> **Work item**
Pull out every line of the listing below where "trees" appears.

___ Data to process

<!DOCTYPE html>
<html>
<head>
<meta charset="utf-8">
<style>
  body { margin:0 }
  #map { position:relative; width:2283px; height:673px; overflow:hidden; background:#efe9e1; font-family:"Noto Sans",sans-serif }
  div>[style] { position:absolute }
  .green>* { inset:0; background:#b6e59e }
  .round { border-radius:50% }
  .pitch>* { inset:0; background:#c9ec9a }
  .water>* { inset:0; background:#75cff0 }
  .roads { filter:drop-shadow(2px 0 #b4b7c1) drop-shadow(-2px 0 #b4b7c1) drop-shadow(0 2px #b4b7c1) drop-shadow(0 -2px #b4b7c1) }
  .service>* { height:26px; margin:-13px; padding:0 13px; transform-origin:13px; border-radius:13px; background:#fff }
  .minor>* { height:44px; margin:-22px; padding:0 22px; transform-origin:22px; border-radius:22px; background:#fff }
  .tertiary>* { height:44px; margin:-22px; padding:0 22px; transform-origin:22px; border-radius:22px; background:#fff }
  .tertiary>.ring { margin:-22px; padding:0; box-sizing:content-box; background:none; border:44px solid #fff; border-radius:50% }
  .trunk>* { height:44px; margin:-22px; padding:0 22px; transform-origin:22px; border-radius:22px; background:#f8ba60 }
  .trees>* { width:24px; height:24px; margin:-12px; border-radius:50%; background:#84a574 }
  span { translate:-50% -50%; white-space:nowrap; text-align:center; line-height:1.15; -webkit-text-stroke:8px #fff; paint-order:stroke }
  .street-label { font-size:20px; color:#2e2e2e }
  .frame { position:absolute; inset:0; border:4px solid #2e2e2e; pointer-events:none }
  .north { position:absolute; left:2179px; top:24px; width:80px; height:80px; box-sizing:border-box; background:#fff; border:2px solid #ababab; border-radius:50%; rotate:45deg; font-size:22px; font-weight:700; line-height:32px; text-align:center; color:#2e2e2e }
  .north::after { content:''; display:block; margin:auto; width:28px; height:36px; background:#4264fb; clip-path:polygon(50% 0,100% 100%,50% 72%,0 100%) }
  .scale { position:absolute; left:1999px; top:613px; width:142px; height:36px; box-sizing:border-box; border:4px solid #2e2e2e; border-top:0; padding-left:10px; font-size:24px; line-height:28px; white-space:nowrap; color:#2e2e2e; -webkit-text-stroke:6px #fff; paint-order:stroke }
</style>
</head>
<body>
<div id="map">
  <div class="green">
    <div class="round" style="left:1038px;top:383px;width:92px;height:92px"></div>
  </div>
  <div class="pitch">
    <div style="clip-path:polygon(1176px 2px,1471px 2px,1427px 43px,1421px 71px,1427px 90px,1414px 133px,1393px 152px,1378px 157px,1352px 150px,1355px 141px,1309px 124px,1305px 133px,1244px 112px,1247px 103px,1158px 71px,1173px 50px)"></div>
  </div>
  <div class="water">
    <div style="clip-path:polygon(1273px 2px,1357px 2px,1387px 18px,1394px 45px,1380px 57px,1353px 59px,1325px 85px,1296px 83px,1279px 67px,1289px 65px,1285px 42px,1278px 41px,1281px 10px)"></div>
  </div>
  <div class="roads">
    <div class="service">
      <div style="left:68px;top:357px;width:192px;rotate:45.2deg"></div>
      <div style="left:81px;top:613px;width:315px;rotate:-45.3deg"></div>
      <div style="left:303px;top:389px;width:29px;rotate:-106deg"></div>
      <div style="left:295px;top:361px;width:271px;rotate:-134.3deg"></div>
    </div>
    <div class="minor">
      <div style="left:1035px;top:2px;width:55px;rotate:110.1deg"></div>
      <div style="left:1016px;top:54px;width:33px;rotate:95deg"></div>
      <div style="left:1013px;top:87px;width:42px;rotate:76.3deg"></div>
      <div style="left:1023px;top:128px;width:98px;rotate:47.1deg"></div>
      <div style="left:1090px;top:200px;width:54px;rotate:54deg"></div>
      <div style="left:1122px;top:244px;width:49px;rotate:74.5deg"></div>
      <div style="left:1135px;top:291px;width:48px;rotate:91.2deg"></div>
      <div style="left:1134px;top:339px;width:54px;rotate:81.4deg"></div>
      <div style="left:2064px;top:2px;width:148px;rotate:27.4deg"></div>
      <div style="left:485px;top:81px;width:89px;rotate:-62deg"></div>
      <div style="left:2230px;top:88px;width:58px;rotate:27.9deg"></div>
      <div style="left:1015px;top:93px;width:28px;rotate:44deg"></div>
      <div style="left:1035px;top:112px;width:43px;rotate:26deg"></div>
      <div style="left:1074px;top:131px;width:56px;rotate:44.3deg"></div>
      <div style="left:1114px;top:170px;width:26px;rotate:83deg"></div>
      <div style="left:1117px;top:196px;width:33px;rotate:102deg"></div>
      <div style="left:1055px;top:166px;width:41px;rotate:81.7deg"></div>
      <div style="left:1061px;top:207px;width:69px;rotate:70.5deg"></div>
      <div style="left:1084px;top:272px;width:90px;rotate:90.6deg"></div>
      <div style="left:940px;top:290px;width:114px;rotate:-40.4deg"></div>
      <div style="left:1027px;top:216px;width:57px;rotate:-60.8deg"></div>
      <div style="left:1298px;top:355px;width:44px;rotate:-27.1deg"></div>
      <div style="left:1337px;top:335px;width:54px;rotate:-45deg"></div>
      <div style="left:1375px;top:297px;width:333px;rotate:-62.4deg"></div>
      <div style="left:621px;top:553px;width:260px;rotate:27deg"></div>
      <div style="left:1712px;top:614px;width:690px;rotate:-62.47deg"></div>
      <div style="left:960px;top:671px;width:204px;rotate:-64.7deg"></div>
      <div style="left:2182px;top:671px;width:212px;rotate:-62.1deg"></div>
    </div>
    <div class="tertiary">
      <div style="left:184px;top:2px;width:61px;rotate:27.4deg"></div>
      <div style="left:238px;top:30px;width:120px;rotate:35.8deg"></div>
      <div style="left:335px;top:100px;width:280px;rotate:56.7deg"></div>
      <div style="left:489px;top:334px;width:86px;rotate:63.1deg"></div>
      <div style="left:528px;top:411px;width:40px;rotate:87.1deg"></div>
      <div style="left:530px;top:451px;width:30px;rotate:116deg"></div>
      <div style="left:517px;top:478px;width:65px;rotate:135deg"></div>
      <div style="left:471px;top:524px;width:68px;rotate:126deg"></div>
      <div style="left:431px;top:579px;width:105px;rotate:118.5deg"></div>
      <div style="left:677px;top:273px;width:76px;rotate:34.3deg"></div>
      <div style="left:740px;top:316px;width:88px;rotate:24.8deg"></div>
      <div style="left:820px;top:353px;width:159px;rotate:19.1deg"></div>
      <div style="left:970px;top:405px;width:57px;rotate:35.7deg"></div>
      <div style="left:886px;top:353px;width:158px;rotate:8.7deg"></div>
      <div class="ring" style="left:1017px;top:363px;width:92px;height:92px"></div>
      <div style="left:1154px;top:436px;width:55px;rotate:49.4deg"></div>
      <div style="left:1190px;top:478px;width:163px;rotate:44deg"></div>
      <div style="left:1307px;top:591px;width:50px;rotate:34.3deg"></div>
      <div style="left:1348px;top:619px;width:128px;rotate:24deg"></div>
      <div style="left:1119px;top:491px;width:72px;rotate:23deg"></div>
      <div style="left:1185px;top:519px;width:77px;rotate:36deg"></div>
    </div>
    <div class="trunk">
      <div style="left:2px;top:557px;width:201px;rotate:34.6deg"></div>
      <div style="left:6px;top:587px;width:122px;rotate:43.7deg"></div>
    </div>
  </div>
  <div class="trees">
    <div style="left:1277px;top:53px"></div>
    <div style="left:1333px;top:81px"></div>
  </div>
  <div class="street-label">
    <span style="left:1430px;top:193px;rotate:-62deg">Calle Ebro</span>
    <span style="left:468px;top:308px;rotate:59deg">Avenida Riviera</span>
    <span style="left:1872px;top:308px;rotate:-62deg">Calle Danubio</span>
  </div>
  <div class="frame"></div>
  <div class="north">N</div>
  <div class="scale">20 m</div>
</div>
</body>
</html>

______
___ Data to process

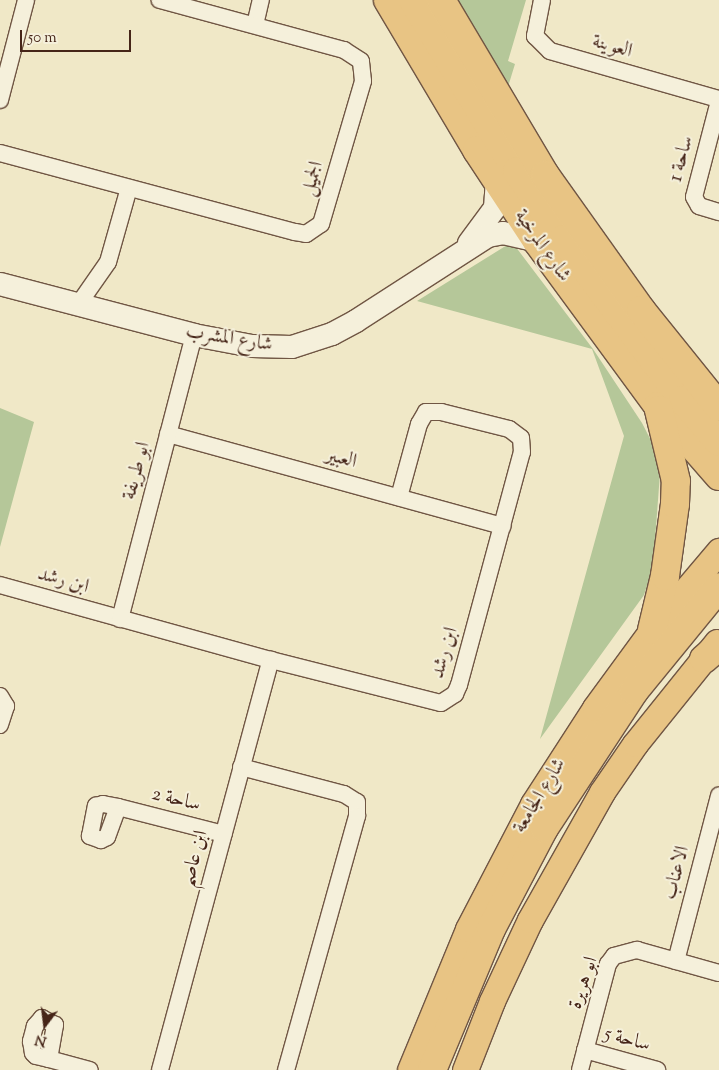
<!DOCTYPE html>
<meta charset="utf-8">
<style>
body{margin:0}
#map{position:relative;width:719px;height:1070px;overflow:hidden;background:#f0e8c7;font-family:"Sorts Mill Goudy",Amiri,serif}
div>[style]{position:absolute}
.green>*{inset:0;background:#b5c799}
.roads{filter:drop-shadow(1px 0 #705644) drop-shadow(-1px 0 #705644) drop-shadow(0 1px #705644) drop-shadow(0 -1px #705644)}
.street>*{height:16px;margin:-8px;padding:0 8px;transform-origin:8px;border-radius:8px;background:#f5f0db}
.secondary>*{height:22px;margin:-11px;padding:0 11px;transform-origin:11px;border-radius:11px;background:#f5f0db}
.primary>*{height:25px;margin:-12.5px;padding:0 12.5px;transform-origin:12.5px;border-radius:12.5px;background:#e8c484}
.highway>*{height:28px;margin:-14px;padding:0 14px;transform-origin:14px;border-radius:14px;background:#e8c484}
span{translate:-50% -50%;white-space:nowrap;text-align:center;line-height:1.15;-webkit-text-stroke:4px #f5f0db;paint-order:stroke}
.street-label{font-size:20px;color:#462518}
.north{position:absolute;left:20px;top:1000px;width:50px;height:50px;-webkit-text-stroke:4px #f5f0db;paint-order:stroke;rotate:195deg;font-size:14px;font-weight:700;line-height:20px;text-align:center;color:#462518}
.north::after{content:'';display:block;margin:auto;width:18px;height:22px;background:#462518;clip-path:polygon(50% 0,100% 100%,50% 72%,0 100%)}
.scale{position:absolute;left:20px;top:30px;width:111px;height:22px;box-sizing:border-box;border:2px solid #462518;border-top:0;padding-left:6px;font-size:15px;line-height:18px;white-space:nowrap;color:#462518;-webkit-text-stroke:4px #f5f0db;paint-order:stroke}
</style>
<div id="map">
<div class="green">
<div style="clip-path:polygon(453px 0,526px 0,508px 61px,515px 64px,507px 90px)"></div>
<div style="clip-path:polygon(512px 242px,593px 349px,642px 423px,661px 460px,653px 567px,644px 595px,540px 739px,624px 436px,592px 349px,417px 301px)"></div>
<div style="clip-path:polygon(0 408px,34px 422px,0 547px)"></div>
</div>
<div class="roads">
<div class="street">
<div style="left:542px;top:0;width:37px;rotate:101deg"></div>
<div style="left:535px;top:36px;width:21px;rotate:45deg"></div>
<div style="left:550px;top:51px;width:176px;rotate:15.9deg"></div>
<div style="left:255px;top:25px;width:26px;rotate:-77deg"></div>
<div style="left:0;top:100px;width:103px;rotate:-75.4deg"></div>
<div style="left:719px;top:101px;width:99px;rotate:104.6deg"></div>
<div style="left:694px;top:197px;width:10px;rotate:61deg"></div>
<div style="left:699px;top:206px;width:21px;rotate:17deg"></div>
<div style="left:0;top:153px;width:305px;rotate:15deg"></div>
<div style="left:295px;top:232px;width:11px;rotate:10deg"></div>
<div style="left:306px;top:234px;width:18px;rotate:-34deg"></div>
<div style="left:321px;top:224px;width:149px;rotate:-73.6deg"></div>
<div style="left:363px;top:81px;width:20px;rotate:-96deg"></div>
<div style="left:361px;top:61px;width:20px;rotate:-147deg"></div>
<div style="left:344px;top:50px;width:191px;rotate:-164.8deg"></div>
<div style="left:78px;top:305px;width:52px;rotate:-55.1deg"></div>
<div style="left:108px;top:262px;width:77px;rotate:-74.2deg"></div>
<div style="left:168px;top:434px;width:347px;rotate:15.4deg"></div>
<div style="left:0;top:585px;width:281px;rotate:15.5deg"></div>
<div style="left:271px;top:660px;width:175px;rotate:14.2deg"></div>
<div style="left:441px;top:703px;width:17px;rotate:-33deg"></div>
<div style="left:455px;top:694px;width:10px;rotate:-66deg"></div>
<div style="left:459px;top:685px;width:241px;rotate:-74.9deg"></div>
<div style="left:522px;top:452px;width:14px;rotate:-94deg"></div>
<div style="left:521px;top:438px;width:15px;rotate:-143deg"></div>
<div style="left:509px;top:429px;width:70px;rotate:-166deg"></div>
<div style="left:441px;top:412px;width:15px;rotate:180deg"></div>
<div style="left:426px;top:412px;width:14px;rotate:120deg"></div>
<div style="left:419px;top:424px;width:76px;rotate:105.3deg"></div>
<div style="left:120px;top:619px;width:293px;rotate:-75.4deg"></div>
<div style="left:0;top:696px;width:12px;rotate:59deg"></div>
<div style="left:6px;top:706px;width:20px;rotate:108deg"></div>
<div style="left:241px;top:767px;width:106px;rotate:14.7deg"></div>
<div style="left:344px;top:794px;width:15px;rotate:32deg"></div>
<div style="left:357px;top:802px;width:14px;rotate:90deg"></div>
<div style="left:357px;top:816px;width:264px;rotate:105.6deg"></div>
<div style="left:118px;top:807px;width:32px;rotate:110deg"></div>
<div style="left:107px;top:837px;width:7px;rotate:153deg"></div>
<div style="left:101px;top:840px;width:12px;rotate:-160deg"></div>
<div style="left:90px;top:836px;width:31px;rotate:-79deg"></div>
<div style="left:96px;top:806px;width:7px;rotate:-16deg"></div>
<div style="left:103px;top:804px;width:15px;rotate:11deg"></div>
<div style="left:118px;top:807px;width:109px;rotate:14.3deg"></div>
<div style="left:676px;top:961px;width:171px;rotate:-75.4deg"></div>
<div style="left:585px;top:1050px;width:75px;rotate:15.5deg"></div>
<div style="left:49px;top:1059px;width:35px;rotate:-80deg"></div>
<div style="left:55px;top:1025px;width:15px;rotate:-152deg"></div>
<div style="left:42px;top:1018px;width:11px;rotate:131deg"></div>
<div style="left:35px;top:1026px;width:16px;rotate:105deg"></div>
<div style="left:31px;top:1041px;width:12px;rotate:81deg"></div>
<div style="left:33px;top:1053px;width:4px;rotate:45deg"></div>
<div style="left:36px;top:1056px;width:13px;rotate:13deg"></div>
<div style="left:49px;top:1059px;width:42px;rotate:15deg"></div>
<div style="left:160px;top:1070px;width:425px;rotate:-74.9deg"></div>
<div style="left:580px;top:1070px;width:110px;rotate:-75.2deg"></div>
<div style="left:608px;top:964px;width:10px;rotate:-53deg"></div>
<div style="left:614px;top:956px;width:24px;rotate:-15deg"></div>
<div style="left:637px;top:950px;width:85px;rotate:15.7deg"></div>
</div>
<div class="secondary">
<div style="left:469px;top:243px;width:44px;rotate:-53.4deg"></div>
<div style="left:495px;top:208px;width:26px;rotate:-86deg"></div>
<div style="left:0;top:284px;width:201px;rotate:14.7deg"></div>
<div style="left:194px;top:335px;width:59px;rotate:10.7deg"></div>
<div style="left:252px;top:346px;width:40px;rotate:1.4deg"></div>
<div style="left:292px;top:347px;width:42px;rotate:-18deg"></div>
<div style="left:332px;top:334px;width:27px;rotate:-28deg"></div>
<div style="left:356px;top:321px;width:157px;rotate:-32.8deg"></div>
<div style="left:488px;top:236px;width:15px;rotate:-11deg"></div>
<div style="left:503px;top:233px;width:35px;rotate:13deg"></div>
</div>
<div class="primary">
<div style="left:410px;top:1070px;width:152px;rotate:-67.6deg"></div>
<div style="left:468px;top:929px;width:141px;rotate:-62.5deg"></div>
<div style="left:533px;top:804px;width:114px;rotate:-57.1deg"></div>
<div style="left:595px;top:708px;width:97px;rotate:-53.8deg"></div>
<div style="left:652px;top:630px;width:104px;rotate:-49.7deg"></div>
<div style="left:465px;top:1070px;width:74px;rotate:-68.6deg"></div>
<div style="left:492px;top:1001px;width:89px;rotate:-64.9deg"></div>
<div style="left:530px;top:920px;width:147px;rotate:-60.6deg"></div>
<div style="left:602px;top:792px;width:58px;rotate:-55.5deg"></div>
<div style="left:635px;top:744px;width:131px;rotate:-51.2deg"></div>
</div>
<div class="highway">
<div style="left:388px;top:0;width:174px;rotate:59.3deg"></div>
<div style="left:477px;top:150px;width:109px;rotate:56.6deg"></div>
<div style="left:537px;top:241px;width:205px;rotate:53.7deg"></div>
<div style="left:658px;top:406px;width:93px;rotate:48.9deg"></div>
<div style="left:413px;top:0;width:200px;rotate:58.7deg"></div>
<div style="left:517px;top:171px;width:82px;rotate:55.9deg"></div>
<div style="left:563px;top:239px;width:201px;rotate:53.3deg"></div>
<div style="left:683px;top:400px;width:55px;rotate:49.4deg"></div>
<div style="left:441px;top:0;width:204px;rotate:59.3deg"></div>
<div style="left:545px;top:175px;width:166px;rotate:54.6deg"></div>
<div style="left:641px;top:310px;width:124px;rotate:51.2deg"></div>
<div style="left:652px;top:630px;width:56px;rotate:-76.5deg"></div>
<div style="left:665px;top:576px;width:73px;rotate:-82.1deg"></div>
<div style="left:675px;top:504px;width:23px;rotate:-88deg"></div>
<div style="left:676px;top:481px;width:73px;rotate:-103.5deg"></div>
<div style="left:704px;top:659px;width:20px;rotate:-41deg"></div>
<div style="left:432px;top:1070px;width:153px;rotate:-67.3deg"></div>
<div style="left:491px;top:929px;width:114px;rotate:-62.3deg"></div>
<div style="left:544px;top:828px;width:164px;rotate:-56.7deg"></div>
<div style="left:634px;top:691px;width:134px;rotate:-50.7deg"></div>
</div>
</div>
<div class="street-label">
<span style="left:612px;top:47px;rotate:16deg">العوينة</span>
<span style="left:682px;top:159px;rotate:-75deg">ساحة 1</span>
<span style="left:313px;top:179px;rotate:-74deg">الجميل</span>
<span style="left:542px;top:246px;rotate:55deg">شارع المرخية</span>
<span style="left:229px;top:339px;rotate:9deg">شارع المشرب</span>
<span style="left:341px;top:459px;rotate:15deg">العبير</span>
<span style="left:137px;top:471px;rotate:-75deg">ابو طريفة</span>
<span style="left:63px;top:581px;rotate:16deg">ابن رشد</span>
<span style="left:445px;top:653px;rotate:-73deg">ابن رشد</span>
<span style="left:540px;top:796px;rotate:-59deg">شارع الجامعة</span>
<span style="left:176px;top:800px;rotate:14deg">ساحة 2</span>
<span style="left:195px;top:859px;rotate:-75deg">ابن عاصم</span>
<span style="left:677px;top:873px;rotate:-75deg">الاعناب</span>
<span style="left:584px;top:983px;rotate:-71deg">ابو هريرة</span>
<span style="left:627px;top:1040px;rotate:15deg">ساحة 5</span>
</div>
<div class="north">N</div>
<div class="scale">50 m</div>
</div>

______

> **Response box**
  .trees>* { width:24px; height:24px; margin:-12px; border-radius:50%; background:#84a574 }
  <div class="trees">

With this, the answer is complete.